Required work
Please copy out each line of the listing that contains the word "JSON".
Start of Records provided
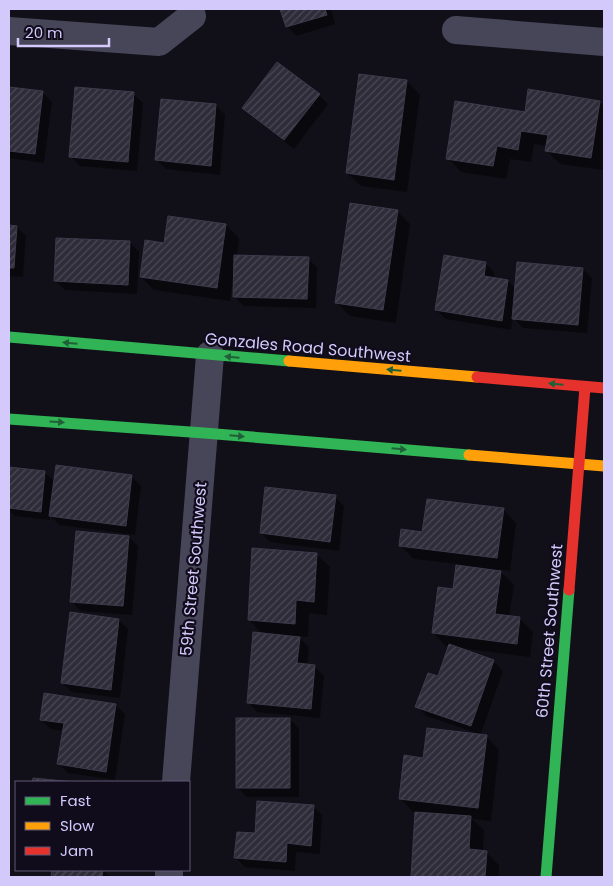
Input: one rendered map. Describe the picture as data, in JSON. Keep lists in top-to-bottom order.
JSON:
End of Records provided
Start of Records provided
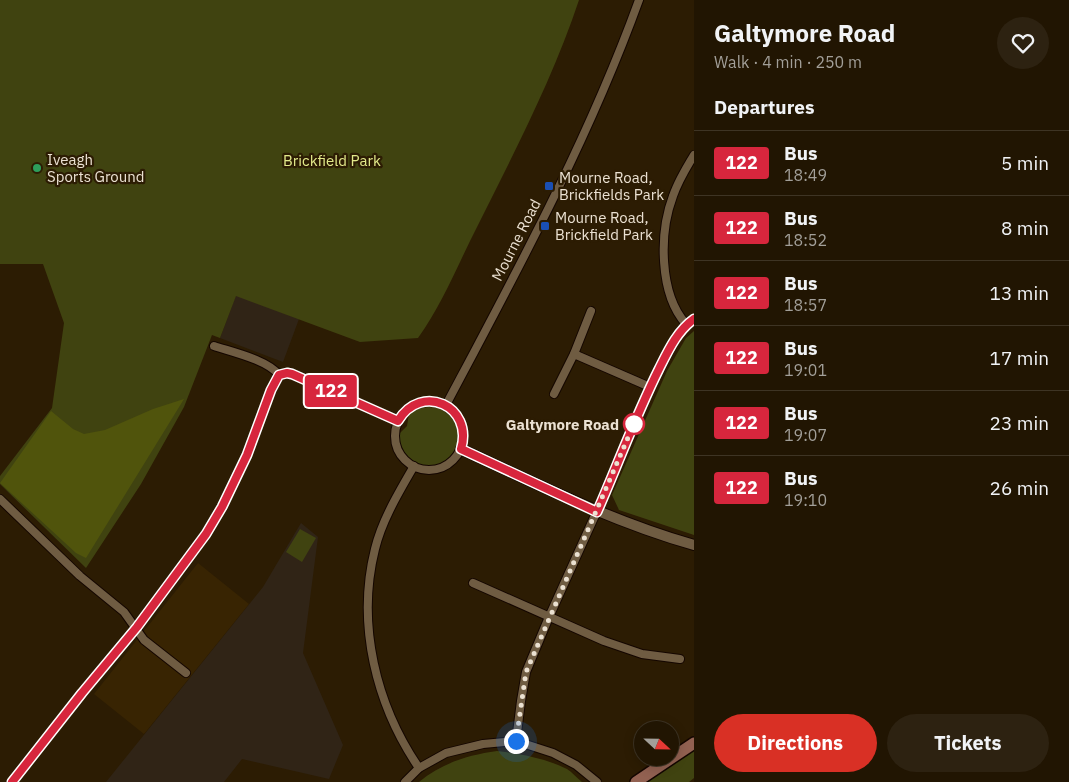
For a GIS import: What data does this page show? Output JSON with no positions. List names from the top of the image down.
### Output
End of Records provided
Answer section
Input: one rendered map. Describe the picture as data, in JSON. Keep lists in top-to-bottom order.
JSON:
For a GIS import: What data does this page show? Output JSON with no positions. List names from the top of the image down.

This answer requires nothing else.